ENGELLİ VATANDAŞLARIN KAMUYA YERLEŞTİRİLMESİ
Beştepe Millet Kongre ve Kültür Merkezi'nde düzenlenen engelli vatandaşların ve devlet korumasından yararlanmış gençlerin kamu kurumlarına yerleştirilmesi törenine katılan Cumhurbaşkanı Erdoğan, Türkiye’deki engelli memur sayısının kendilerinden önceki döneme göre yaklaşık 10 kat artarak 56 bin 500 kişiye ulaştığını belirtti. Erdoğan, “Bugün de her eğitim seviyesinden bin 304 engelli vatandaşımızı kamuda işe yerleştiriyoruz.
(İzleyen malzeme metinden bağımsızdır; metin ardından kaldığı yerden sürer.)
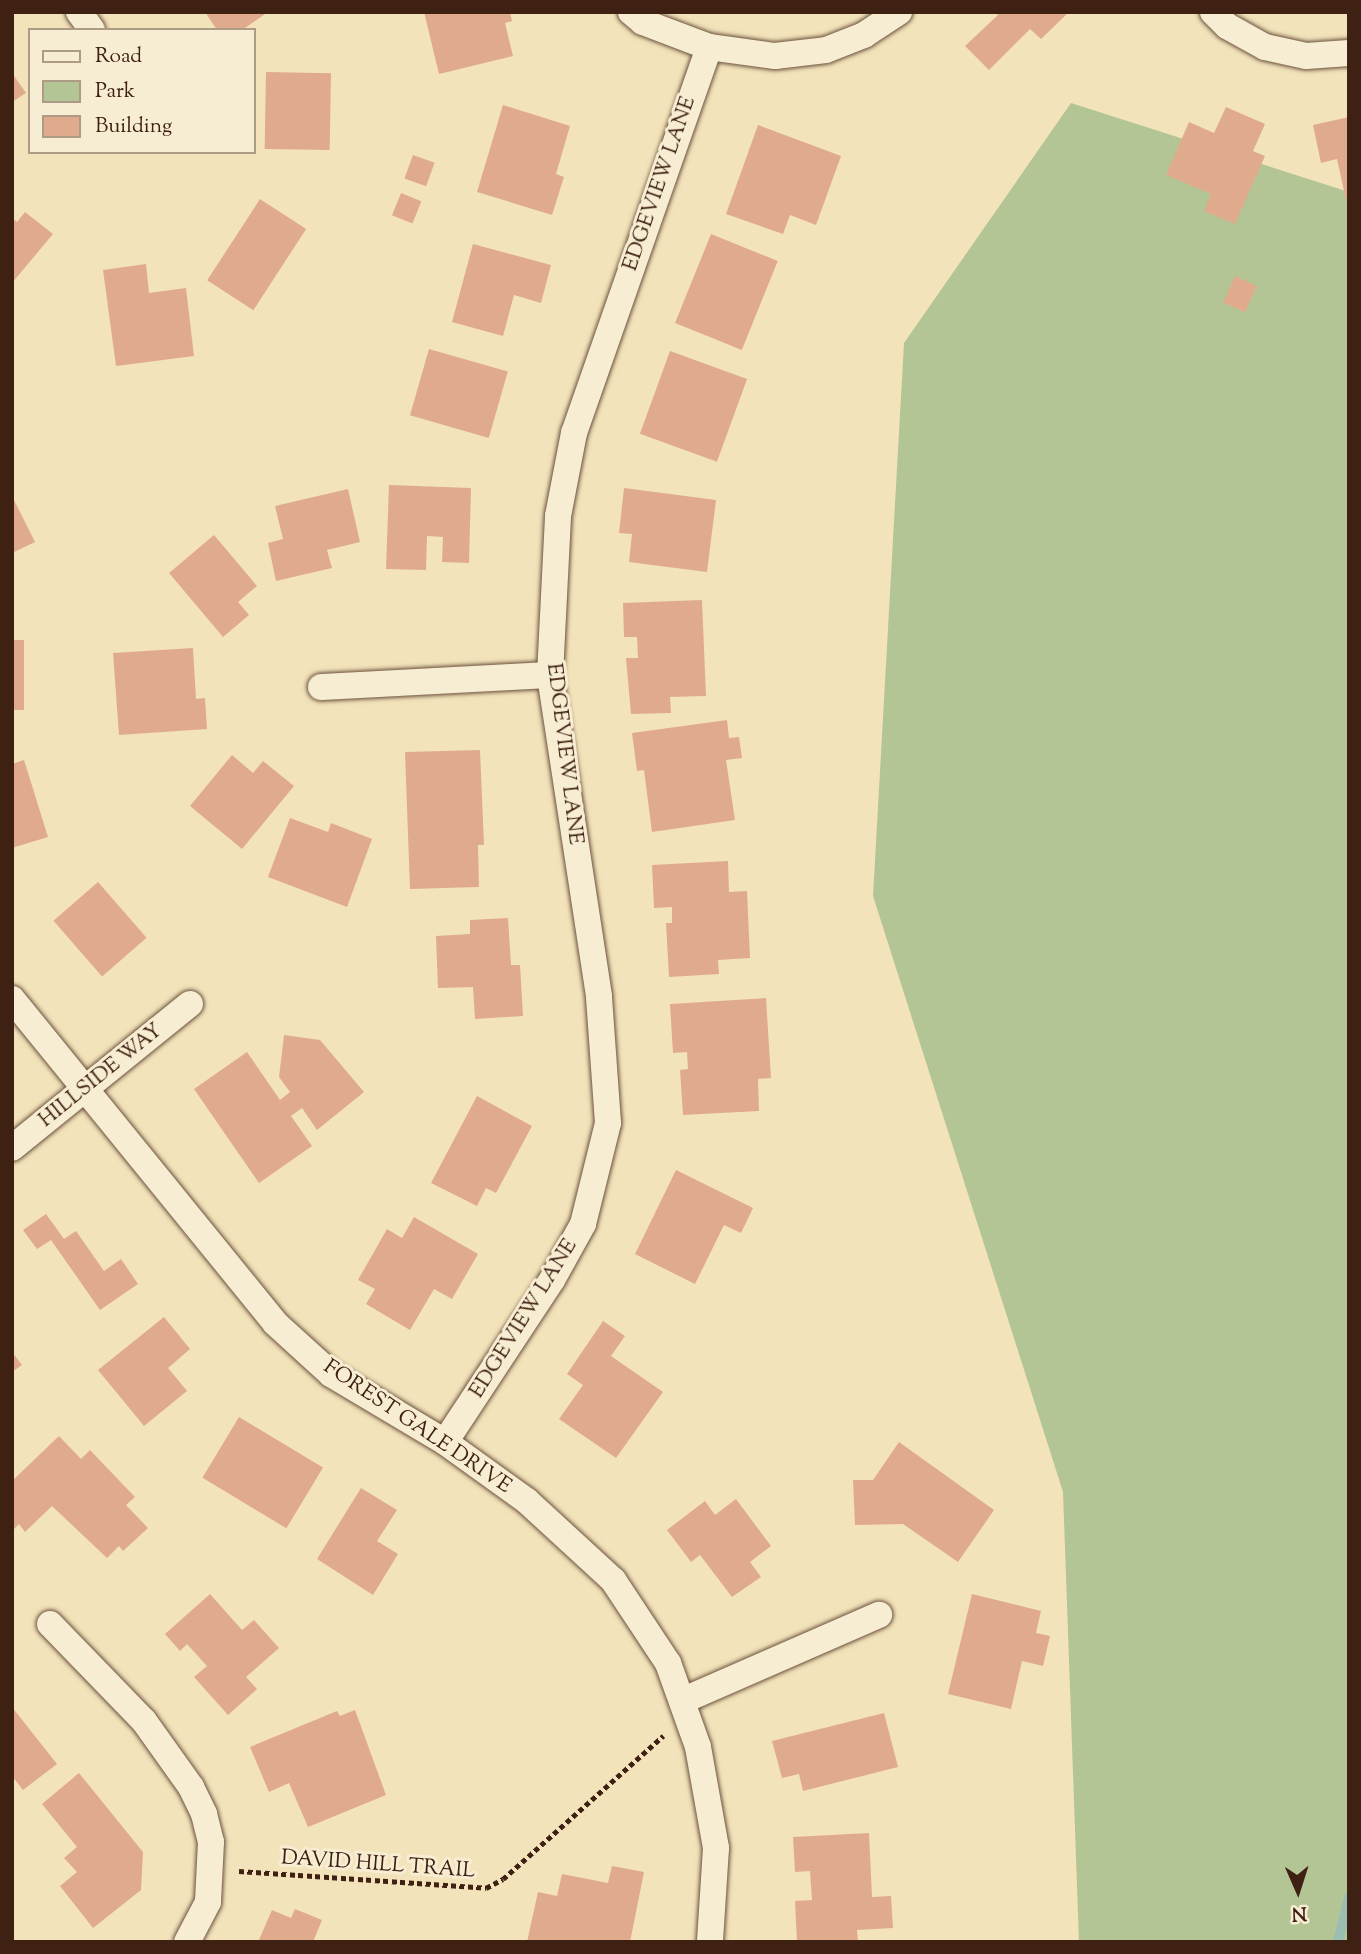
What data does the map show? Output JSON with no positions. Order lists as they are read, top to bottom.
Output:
{
  "streets": {
    "street": ["EDGEVIEW LANE", "HILLSIDE WAY", "FOREST GALE DRIVE"],
    "path": ["DAVID HILL TRAIL"]
  },
  "crossings": [
    ["EDGEVIEW LANE", "FOREST GALE DRIVE"],
    ["HILLSIDE WAY", "FOREST GALE DRIVE"],
    ["FOREST GALE DRIVE", "DAVID HILL TRAIL"]
  ],
  "legend": ["Road", "Park", "Building"],
  "north": "bottom"
}
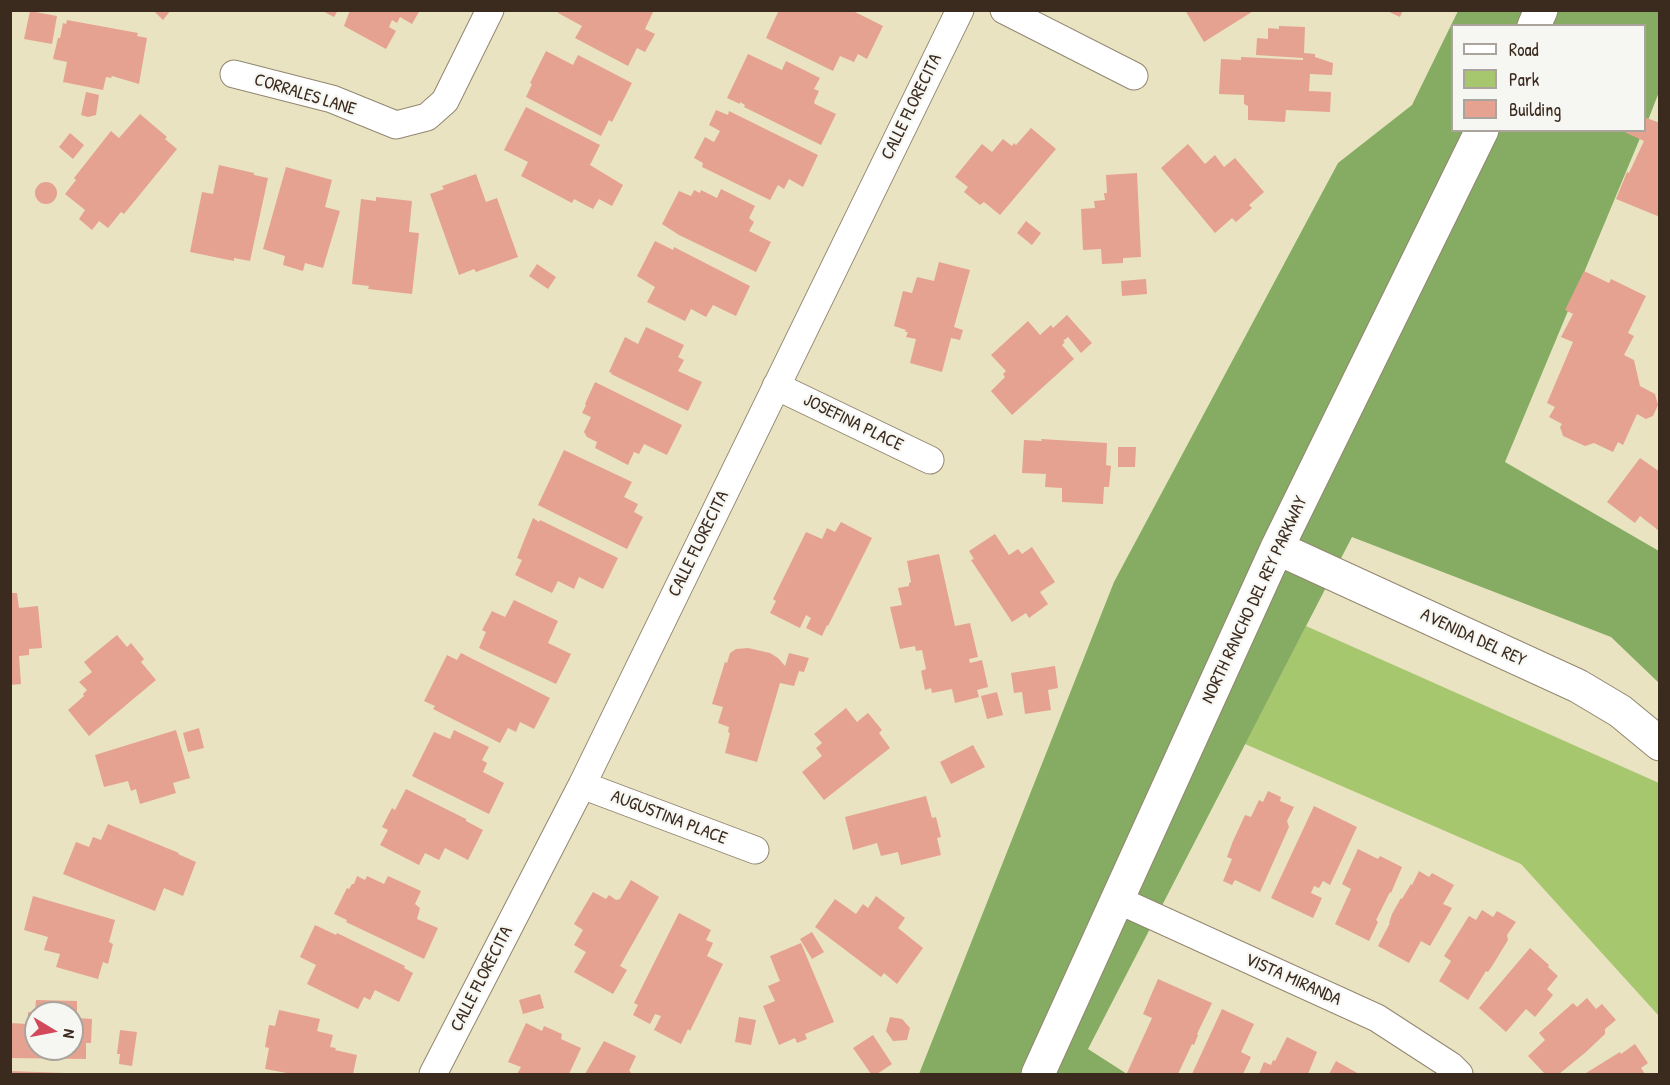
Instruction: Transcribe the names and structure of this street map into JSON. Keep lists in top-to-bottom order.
{
  "streets": {
    "street": [
      "CORRALES LANE",
      "CALLE FLORECITA",
      "JOSEFINA PLACE",
      "NORTH RANCHO DEL REY PARKWAY",
      "AVENIDA DEL REY",
      "AUGUSTINA PLACE",
      "VISTA MIRANDA"
    ]
  },
  "crossings": [
    ["CALLE FLORECITA", "JOSEFINA PLACE"],
    ["CALLE FLORECITA", "AUGUSTINA PLACE"],
    ["NORTH RANCHO DEL REY PARKWAY", "AVENIDA DEL REY"],
    ["NORTH RANCHO DEL REY PARKWAY", "VISTA MIRANDA"]
  ],
  "legend": ["Road", "Park", "Building"],
  "north": "right"
}
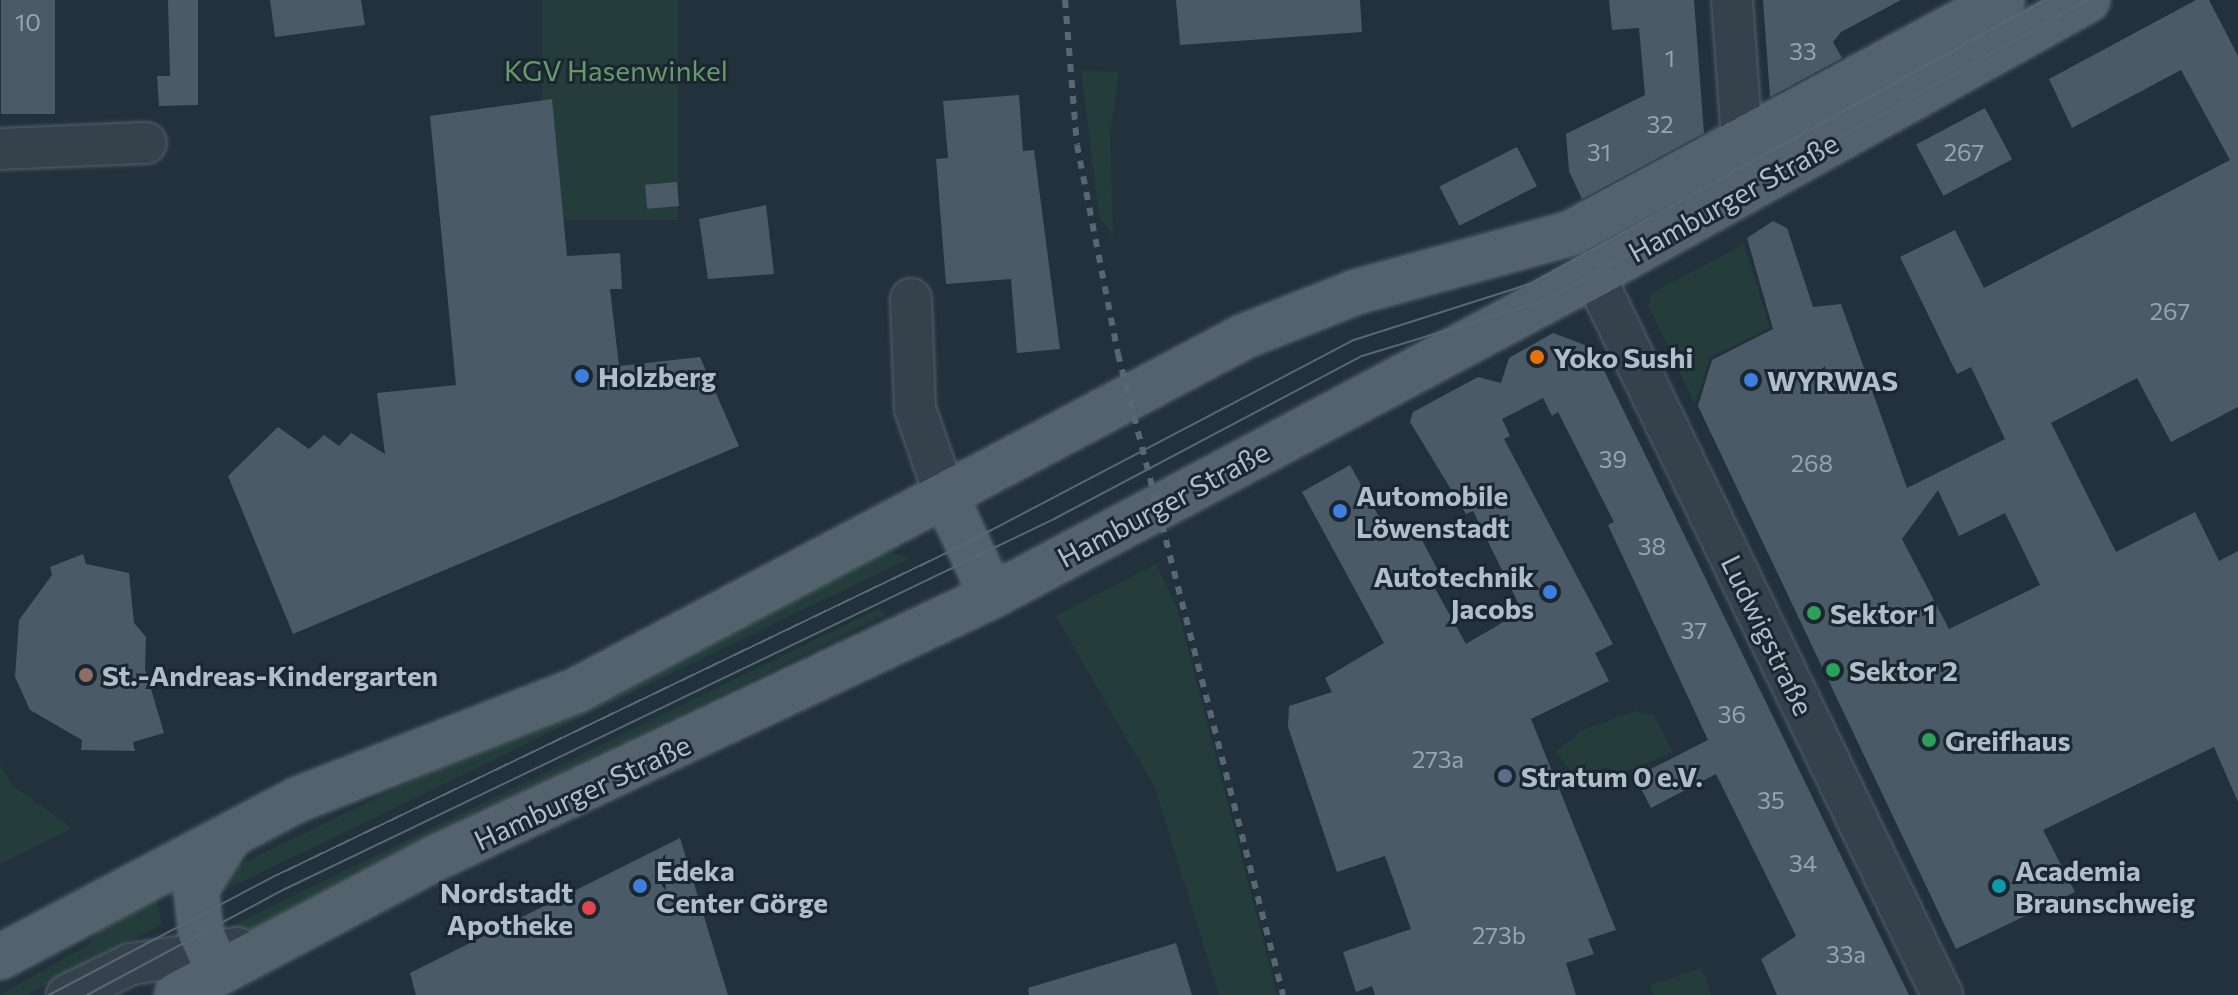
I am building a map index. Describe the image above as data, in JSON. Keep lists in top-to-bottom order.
{
  "streets": {
    "main road": ["Hamburger Straße"],
    "street": ["Ludwigstraße"]
  },
  "crossings": [
    ["Hamburger Straße", "Ludwigstraße"]
  ],
  "parks": ["KGV Hasenwinkel"],
  "places": [
    "Yoko Sushi",
    "Holzberg",
    "WYRWAS",
    "Automobile Löwenstadt",
    "Autotechnik Jacobs",
    "Sektor 1",
    "Sektor 2",
    "St.-Andreas-Kindergarten",
    "Greifhaus",
    "Stratum 0 e.V.",
    "Edeka Center Görge",
    "Academia Braunschweig",
    "Nordstadt Apotheke"
  ],
  "house_numbers": [
    "10",
    "33",
    "1",
    "32",
    "31",
    "267",
    "267",
    "39",
    "268",
    "38",
    "37",
    "36",
    "273a",
    "35",
    "34",
    "273b",
    "33a"
  ]
}
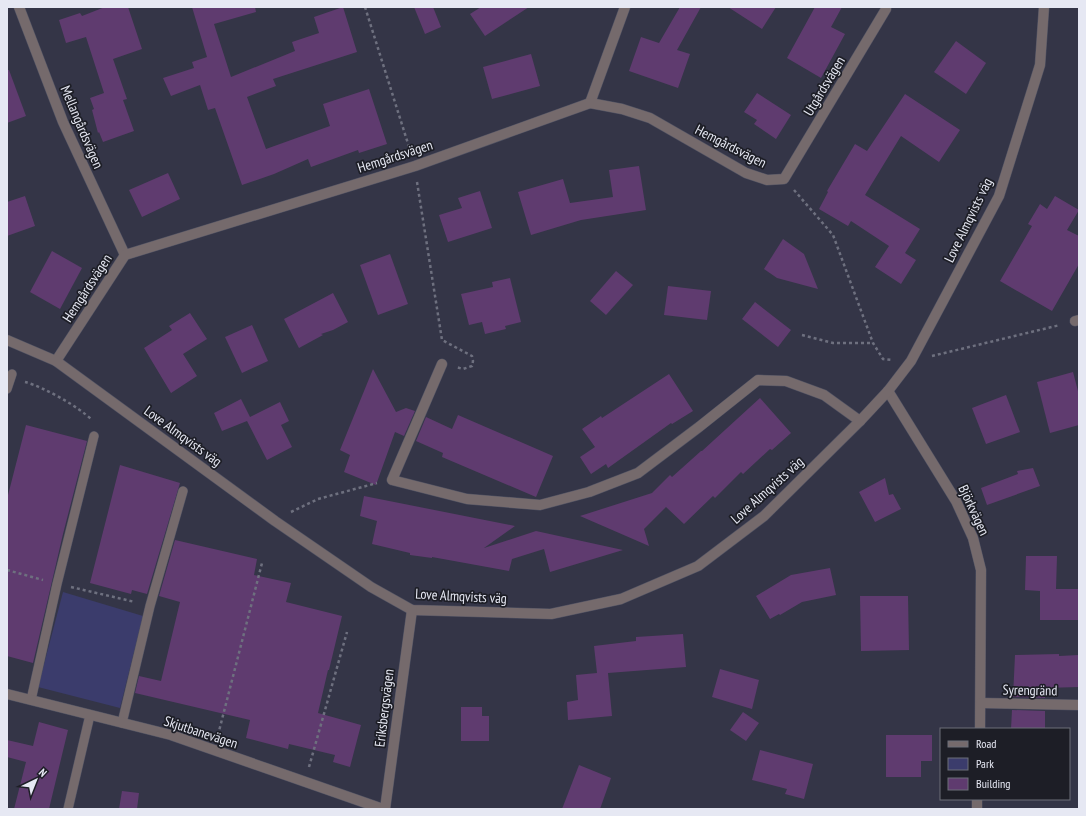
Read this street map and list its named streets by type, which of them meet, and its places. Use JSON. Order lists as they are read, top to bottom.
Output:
{
  "streets": {
    "street": [
      "Utgårdsvägen",
      "Mellangårdsvägen",
      "Hemgårdsvägen",
      "Love Almqvists väg",
      "Björkvägen",
      "Syrengränd",
      "Eriksbergsvägen",
      "Skjutbanevägen"
    ]
  },
  "crossings": [
    ["Utgårdsvägen", "Hemgårdsvägen"],
    ["Mellangårdsvägen", "Hemgårdsvägen"],
    ["Hemgårdsvägen", "Love Almqvists väg"],
    ["Love Almqvists väg", "Björkvägen"],
    ["Love Almqvists väg", "Eriksbergsvägen"],
    ["Björkvägen", "Syrengränd"],
    ["Eriksbergsvägen", "Skjutbanevägen"]
  ],
  "legend": ["Road", "Park", "Building"],
  "north": "top right"
}
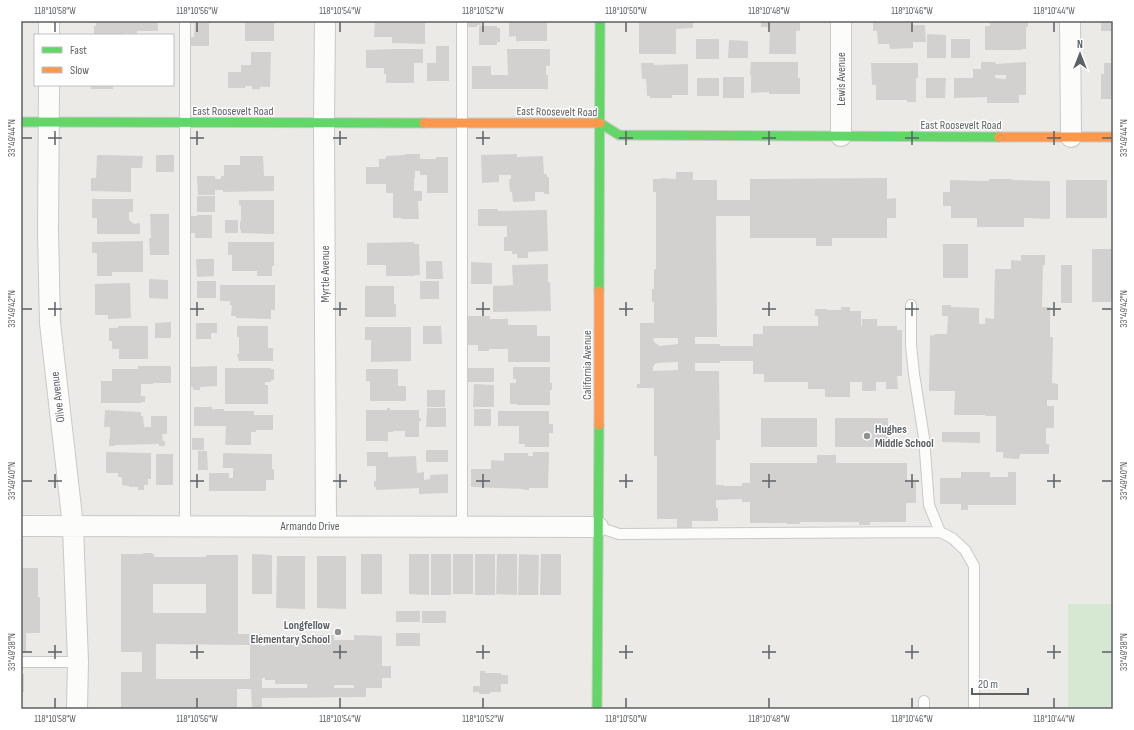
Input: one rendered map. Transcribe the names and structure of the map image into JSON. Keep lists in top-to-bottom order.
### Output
{
  "streets": {
    "street": [
      "Lewis Avenue",
      "East Roosevelt Road",
      "Myrtle Avenue",
      "California Avenue",
      "Olive Avenue",
      "Armando Drive"
    ]
  },
  "crossings": [
    ["Lewis Avenue", "East Roosevelt Road"],
    ["East Roosevelt Road", "Myrtle Avenue"],
    ["East Roosevelt Road", "California Avenue"],
    ["East Roosevelt Road", "Olive Avenue"],
    ["Myrtle Avenue", "Armando Drive"],
    ["California Avenue", "Armando Drive"],
    ["Olive Avenue", "Armando Drive"]
  ],
  "places": ["Hughes Middle School", "Longfellow Elementary School"],
  "legend": ["Fast", "Slow"],
  "scale_bar": "20 m",
  "north": "top",
  "coordinates": [
    "118°10'58\"W",
    "118°10'56\"W",
    "118°10'54\"W",
    "118°10'52\"W",
    "118°10'50\"W",
    "118°10'48\"W",
    "118°10'46\"W",
    "118°10'44\"W",
    "33°49'44\"N",
    "33°49'42\"N",
    "33°49'40\"N",
    "33°49'38\"N"
  ]
}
Devlet korumasında yetişen gençlerimizden 2002'den bugüne kadar kamuya yerleştirdiklerimizin sayısı 29 bine ulaştı. Devlet olarak 17 yıllık görev sürecimizde hiçbir zaman engelli kardeşlerimize duyarsız olmadık, her zaman yanlarında olduk, olmaya devam edeceğiz. Bugün her eğitim seviyesinden bin 561 gencimizin daha atamasını gerçekleştiriyoruz” diye konuştu.
“DÜNYANIN EN İYİ SOSYAL GÜVENLİK VE SAĞLIK SİSTEMİNİ KURMAMIZIN AMACI DA BUDUR”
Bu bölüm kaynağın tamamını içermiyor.